Can This Bounded Buffer Deadlock?

Background

A classic bounded buffer allows multiple producers and consumers to share access to a fixed-size queue. In this Java implementation, threads use wait() and notify() to coordinate access.

Important properties:

  • wait() suspends the current thread until it is notified.
  • notify() wakes one thread waiting on the same monitor.
  • All threads synchronize on a single shared lock object.
  • There is no explicit condition variable: all threads wait on the same monitor.

Scenario

The following implementation runs with multiple producer and consumer threads:

class BoundedBuffer {
    private final Queue<Integer> buffer = new LinkedList<>();
    private final int CAPACITY = 5;
    private final Object lock = new Object();

    public void produce(int item) throws InterruptedException {
        synchronized (lock) {
            while (buffer.size() == CAPACITY)
                lock.wait();

            buffer.add(item);
            lock.notify(); // wake up one thread
        }
    }

    public int consume() throws InterruptedException {
        synchronized (lock) {
            while (buffer.isEmpty())
                lock.wait();

            int item = buffer.remove();
            lock.notify(); // wake up one thread
            return item;
        }
    }
}

At first glance, using notify() (not notifyAll()) seems risky: it wakes an arbitrary thread, even if that thread can’t make progress. What if producer mistakenly wake up another producer thread instead of a consumer thread?

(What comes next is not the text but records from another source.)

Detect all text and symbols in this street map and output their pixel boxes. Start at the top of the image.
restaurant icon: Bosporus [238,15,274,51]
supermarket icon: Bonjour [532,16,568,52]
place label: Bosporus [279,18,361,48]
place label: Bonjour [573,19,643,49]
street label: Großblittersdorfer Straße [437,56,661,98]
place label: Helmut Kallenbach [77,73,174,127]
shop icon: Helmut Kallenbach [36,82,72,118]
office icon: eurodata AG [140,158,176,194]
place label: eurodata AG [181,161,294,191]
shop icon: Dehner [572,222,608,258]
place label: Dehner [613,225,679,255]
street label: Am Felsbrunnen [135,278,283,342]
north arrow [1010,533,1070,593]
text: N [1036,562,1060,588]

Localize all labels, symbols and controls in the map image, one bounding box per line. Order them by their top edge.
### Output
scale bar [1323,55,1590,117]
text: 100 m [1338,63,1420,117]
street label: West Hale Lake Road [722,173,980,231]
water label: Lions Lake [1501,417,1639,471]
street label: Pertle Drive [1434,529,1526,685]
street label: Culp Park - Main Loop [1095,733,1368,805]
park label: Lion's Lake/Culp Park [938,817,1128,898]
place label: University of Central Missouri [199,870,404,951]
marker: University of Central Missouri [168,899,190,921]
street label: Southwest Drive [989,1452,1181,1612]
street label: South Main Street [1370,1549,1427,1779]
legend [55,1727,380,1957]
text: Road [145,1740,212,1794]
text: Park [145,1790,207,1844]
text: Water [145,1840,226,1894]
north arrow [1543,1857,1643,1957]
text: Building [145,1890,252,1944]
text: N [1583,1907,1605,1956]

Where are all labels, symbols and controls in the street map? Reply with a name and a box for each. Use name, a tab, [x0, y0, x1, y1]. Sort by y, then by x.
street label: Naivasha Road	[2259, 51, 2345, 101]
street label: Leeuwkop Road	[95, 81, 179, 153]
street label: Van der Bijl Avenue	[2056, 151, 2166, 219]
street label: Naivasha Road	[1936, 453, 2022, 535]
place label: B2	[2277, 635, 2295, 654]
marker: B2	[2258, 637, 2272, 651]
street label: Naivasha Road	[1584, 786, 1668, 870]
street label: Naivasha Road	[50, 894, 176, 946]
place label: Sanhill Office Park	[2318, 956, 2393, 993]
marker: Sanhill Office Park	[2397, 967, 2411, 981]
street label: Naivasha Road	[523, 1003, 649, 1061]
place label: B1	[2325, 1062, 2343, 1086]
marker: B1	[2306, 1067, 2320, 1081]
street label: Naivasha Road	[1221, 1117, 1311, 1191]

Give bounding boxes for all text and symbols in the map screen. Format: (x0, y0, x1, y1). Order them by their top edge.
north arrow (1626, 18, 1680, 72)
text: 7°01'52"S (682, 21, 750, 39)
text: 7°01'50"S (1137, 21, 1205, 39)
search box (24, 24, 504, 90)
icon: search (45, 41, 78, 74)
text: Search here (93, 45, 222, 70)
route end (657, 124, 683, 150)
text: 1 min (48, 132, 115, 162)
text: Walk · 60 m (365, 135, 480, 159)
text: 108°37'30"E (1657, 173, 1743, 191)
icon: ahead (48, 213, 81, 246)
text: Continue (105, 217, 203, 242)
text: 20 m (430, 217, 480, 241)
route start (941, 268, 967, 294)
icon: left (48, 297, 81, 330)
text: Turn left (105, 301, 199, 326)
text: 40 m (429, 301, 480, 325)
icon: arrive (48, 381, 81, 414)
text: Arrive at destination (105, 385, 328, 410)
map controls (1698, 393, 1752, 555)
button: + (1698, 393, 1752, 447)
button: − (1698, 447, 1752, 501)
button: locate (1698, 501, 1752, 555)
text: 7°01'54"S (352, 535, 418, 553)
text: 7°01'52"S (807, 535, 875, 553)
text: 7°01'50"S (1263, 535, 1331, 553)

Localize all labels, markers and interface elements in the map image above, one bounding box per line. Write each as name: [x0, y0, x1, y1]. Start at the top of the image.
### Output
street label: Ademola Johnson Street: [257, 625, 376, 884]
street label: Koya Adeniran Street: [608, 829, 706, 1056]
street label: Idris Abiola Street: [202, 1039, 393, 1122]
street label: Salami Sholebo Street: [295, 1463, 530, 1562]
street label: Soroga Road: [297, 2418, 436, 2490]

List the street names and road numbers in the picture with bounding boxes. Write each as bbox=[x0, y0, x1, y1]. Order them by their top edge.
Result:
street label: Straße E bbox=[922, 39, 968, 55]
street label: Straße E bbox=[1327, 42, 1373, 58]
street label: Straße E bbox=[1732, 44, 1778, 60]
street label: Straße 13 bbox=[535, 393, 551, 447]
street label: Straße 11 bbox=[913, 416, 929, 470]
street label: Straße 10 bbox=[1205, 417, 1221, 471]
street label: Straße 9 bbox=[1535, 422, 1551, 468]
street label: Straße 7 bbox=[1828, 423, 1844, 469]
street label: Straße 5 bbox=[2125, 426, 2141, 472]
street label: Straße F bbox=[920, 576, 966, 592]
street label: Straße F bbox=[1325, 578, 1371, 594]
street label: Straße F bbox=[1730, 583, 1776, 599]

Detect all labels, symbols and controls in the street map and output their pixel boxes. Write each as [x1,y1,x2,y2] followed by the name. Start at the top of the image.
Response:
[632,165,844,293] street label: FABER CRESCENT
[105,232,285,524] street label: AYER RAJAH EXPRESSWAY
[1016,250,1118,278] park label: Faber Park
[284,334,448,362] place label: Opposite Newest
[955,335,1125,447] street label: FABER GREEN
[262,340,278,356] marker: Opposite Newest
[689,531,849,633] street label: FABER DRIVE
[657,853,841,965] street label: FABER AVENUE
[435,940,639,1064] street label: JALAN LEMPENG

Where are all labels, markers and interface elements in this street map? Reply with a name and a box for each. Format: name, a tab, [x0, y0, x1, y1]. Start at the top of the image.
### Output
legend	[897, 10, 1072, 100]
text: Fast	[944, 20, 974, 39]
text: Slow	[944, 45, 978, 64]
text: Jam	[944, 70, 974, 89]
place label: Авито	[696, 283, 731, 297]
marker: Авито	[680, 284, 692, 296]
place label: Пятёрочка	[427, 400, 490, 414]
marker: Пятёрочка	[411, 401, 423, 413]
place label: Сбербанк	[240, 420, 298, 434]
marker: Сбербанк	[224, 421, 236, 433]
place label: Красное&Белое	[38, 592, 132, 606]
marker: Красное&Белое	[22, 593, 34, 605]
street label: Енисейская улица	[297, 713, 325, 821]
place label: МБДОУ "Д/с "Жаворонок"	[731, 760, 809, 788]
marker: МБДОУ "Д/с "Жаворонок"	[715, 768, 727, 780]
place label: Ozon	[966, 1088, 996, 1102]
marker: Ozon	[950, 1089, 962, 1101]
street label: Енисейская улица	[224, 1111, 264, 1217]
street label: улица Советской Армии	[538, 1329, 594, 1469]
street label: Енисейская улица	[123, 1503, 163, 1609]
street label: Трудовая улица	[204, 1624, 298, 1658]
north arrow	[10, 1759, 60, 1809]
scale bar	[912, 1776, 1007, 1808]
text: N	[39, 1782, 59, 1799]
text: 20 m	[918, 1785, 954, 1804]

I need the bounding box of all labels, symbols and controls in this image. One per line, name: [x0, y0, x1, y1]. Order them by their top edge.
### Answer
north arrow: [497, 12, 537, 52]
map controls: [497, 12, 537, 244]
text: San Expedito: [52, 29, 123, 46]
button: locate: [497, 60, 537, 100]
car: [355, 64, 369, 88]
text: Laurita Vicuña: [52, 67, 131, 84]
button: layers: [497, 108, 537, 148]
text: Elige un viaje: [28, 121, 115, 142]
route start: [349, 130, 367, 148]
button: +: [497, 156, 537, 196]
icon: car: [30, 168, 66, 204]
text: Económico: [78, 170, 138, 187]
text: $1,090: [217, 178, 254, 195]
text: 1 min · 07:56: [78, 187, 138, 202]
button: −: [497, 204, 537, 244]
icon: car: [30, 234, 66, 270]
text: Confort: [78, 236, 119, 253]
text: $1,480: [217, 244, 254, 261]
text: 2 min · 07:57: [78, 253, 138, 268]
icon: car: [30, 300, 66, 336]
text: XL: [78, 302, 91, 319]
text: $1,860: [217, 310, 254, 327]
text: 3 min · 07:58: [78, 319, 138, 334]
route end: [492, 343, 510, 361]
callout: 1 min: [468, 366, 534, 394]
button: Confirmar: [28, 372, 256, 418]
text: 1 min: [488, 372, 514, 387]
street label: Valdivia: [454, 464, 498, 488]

Answer the following question: Is it possible for this program to enter a deadlock where no thread makes progress, despite threads being alive and correctly synchronized?

To make a clear answer, either:

  • Provide a concrete example of a buffer state and thread state that causes deadlock, or
  • Give a convincing proof that no such deadlock is possible, explaining why progress is always guaranteed.

Hint:

  • What condition causes a thread to block?
  • Who can unblock it?
  • Can notify() ever wake the “wrong” thread?
  • Does that matter if only one kind of thread is waiting at a time?
Show Answer

No, this program cannot deadlock.

Proof by invariant and exclusion:

  • A producer only blocks if the buffer is full (size == CAPACITY).
  • A consumer only blocks if the buffer is empty (size == 0).
  • Therefore, both types of threads cannot be blocked at the same time — the buffer cannot be both full and empty.
  • When a consumer removes an item, it calls notify(). Since at that point, only producers can be waiting (because buffer was full), the notify() wakes one producer, which can now proceed (buffer has space).
  • Likewise, when a producer adds an item and calls notify(), only consumers may be waiting (buffer was empty), and the consumer can now proceed.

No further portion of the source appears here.